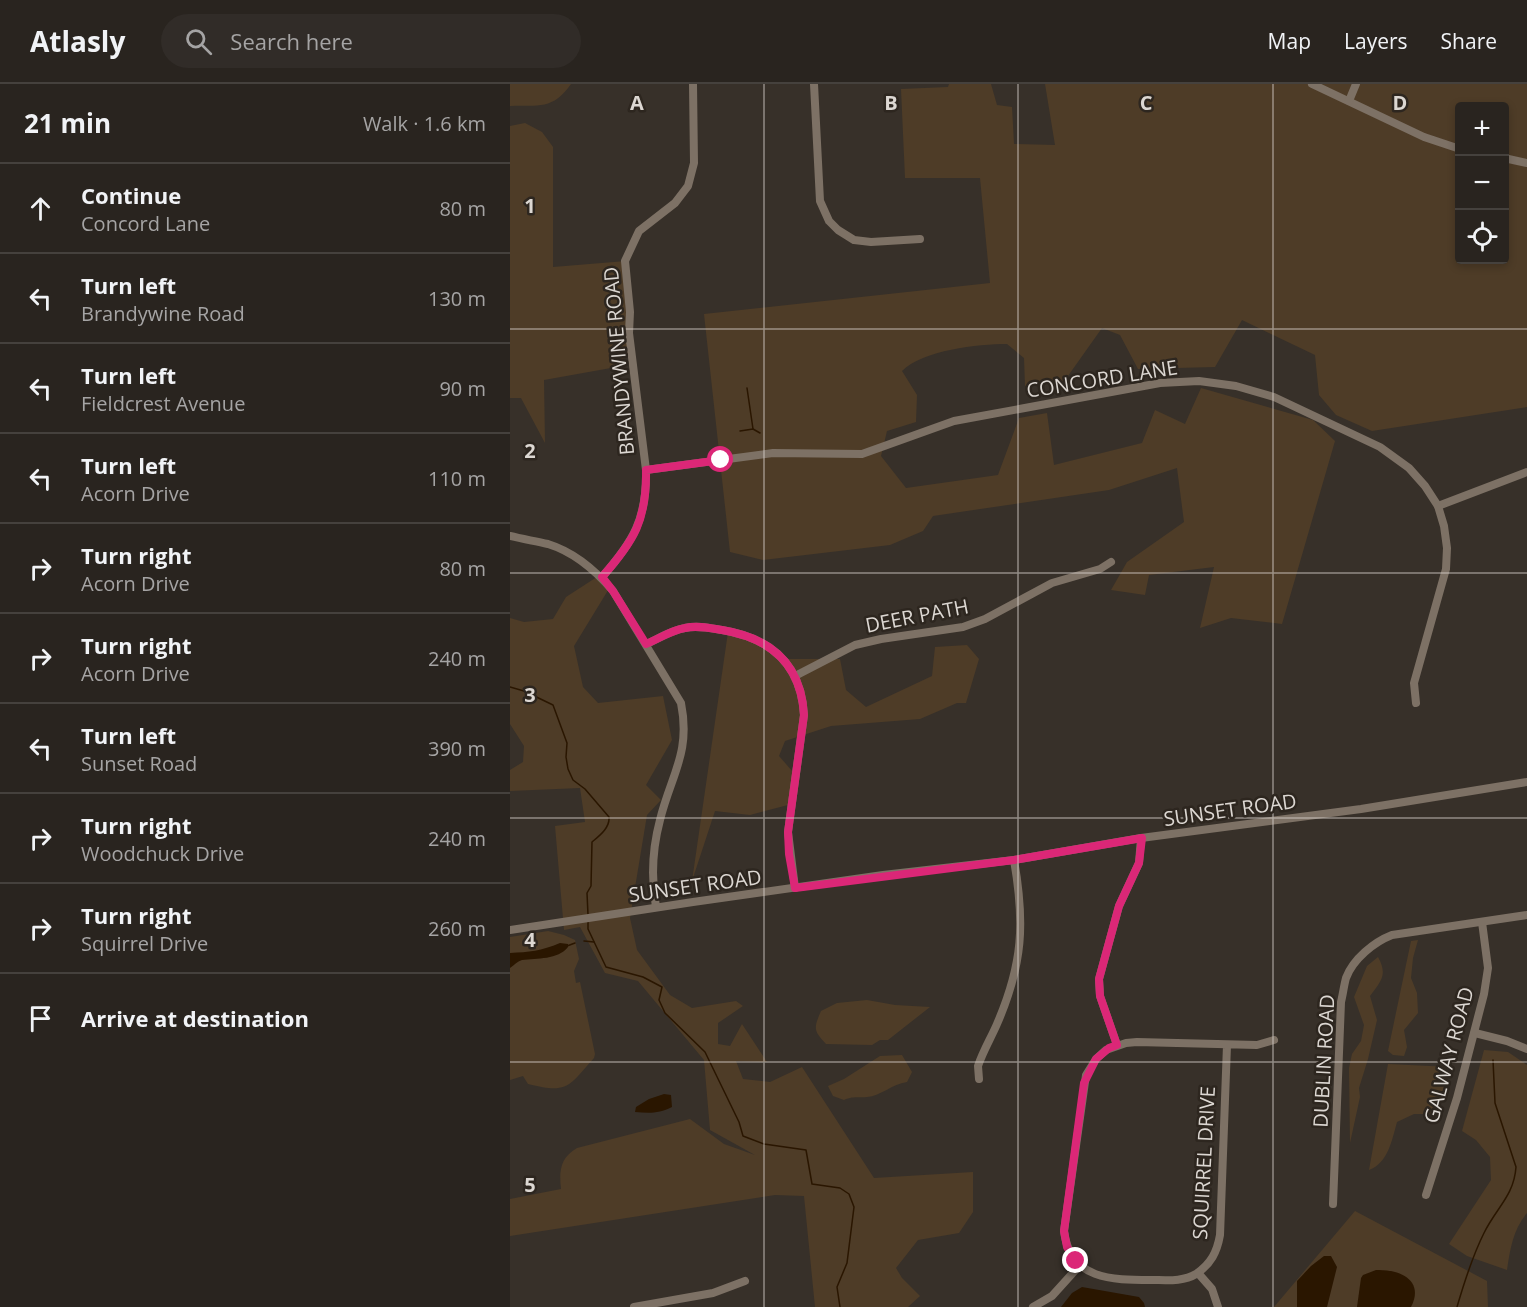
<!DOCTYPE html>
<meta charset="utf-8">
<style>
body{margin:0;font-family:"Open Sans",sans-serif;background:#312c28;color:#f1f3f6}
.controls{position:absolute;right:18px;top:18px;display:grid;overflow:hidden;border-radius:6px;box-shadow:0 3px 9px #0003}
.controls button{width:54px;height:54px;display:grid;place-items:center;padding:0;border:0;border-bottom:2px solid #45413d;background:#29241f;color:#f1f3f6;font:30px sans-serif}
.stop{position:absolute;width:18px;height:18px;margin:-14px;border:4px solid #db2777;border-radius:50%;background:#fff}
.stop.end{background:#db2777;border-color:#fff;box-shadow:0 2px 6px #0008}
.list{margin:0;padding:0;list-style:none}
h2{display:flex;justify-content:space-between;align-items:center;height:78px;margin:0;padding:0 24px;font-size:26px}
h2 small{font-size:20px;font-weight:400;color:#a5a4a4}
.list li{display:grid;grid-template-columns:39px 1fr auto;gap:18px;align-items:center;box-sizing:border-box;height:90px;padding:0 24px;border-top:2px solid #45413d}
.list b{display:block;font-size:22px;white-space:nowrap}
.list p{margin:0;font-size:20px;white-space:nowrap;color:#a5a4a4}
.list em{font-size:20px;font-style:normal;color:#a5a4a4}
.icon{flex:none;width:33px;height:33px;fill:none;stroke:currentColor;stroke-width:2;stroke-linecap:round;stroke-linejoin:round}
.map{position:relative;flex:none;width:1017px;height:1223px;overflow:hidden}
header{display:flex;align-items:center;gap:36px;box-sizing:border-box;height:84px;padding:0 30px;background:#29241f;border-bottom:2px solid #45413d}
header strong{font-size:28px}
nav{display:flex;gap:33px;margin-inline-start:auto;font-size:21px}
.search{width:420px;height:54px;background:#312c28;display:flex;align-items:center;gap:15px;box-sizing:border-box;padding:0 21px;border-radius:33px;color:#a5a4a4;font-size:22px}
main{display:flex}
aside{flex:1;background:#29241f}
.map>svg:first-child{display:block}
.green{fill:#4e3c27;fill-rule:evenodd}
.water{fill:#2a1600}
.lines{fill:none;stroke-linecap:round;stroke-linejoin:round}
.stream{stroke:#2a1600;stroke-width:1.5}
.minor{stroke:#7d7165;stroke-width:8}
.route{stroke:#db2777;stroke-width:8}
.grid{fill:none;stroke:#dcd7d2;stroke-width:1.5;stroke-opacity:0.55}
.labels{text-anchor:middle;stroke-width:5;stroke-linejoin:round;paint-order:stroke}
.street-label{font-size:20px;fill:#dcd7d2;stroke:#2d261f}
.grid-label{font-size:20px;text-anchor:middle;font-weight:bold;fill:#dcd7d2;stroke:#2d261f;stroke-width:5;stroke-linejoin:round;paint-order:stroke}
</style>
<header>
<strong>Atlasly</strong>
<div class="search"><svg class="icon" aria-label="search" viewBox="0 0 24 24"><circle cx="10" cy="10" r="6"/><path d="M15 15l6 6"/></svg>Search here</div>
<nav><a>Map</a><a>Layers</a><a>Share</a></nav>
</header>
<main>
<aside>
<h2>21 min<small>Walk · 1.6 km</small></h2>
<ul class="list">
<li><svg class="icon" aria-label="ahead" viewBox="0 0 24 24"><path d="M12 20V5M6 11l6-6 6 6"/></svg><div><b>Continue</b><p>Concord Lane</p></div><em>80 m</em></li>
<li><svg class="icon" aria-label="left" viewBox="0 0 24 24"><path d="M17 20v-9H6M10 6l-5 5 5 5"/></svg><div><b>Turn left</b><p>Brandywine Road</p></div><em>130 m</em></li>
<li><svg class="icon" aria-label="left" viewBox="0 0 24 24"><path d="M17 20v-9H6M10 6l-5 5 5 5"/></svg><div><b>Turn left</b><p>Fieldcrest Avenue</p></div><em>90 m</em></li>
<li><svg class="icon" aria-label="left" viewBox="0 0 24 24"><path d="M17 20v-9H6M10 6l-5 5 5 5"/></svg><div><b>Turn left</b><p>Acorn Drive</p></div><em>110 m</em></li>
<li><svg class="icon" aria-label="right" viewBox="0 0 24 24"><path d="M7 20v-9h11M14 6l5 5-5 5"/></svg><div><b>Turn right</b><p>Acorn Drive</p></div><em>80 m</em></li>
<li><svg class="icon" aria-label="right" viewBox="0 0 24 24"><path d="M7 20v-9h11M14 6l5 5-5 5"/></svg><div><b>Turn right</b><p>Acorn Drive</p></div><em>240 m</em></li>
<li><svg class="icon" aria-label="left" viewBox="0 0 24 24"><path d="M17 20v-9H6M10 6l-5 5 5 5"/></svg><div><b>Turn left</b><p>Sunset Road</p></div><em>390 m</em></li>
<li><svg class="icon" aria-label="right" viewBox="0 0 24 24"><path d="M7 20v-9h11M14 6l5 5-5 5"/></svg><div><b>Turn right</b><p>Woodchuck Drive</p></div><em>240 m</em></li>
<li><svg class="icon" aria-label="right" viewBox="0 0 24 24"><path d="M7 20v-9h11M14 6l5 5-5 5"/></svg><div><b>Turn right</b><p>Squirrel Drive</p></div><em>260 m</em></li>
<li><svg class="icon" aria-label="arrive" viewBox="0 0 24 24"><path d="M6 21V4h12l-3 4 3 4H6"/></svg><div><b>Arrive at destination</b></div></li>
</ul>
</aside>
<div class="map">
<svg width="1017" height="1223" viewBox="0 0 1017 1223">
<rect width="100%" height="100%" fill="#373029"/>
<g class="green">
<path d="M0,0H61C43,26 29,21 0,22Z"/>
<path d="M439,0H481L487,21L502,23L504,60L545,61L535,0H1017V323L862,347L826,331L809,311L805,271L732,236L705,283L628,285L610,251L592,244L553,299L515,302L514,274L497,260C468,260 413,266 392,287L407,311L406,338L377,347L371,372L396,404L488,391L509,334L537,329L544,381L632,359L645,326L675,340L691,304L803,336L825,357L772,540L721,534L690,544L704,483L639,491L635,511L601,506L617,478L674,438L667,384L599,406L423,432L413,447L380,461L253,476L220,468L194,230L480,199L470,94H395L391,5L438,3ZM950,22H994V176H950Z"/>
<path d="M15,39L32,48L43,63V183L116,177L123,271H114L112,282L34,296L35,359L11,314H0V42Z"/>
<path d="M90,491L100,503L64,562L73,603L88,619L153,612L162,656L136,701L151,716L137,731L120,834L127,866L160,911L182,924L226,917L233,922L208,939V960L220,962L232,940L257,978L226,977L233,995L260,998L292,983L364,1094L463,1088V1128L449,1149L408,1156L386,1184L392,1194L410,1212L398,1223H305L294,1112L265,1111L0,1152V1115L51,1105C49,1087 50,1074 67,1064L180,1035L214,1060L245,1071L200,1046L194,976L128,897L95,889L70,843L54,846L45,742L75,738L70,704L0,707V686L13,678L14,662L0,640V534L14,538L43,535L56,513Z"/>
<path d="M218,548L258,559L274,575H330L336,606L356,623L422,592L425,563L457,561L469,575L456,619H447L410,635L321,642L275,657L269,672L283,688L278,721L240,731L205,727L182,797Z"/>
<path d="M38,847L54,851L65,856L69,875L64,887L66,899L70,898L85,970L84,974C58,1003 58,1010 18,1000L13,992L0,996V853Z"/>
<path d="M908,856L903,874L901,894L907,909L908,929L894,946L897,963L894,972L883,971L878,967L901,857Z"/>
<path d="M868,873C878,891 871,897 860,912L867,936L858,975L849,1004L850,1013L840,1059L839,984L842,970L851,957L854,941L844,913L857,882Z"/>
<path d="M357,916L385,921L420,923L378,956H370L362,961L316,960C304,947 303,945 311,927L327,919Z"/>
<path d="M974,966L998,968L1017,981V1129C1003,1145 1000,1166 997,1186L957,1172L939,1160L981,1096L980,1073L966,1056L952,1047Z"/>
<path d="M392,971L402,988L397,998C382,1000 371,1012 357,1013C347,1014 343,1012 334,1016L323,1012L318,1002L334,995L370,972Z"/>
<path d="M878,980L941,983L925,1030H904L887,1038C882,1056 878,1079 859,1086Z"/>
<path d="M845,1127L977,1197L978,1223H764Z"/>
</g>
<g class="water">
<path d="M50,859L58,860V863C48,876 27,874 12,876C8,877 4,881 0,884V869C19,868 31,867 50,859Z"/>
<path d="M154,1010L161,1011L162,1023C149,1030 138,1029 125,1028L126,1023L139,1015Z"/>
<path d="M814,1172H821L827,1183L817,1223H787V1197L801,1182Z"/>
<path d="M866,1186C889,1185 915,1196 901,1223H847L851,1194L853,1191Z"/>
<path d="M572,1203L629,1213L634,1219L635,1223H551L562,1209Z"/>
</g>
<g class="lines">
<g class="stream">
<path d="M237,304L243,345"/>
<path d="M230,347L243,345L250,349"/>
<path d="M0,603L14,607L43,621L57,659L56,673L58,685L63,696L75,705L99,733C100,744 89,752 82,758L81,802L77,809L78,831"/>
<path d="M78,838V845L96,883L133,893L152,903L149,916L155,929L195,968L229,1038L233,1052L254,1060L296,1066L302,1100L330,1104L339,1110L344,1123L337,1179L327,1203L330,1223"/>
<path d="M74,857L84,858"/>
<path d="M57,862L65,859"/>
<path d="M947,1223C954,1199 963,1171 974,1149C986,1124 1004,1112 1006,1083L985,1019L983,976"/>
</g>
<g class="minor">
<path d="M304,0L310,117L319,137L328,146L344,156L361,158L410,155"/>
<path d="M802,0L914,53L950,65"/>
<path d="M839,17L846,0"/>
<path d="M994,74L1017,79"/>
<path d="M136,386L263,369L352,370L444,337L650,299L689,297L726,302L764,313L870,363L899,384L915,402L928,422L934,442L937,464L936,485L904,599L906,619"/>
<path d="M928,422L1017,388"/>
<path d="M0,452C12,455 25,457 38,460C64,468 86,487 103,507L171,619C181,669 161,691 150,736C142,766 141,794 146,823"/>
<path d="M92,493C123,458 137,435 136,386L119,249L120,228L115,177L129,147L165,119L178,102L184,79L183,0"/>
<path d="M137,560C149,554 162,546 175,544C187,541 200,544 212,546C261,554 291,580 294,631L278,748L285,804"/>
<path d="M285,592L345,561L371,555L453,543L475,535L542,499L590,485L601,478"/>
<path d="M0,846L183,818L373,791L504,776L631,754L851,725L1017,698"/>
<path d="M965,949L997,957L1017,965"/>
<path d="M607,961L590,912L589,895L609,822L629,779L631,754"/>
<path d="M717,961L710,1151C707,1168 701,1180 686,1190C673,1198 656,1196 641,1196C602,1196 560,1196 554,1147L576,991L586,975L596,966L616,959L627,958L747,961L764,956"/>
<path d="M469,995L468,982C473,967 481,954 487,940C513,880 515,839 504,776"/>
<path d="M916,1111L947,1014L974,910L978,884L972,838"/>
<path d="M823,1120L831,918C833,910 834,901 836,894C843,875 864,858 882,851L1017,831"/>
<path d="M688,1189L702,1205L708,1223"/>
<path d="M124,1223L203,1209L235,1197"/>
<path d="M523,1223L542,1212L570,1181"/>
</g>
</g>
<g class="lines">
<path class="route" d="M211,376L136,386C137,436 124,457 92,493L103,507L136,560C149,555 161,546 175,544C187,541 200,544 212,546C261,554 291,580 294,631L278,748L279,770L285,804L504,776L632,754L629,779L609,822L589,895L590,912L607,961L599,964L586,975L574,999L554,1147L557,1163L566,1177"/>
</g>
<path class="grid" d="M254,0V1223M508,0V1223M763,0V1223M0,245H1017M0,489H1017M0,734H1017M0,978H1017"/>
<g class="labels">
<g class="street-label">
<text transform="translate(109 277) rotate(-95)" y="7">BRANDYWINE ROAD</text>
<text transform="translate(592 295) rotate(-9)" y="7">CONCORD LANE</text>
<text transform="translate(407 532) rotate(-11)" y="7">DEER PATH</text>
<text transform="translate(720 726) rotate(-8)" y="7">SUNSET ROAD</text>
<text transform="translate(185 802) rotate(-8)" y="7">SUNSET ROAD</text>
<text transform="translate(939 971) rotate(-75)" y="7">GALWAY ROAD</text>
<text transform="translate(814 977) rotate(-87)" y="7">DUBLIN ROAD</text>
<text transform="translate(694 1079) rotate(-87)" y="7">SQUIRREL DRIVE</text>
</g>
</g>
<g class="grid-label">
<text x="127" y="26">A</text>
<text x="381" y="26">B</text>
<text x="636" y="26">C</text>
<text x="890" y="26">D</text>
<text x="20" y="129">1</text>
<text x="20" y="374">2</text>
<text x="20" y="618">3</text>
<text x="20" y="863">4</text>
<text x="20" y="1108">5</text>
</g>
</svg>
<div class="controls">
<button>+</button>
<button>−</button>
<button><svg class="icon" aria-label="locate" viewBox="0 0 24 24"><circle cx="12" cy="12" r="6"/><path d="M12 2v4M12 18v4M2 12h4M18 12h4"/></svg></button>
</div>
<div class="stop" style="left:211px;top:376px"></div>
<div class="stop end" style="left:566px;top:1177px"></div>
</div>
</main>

Assigned task:
What lines of the material above include "shadow"? Copy each one.

Reply:
.controls{position:absolute;right:18px;top:18px;display:grid;overflow:hidden;border-radius:6px;box-shadow:0 3px 9px #0003}
.stop.end{background:#db2777;border-color:#fff;box-shadow:0 2px 6px #0008}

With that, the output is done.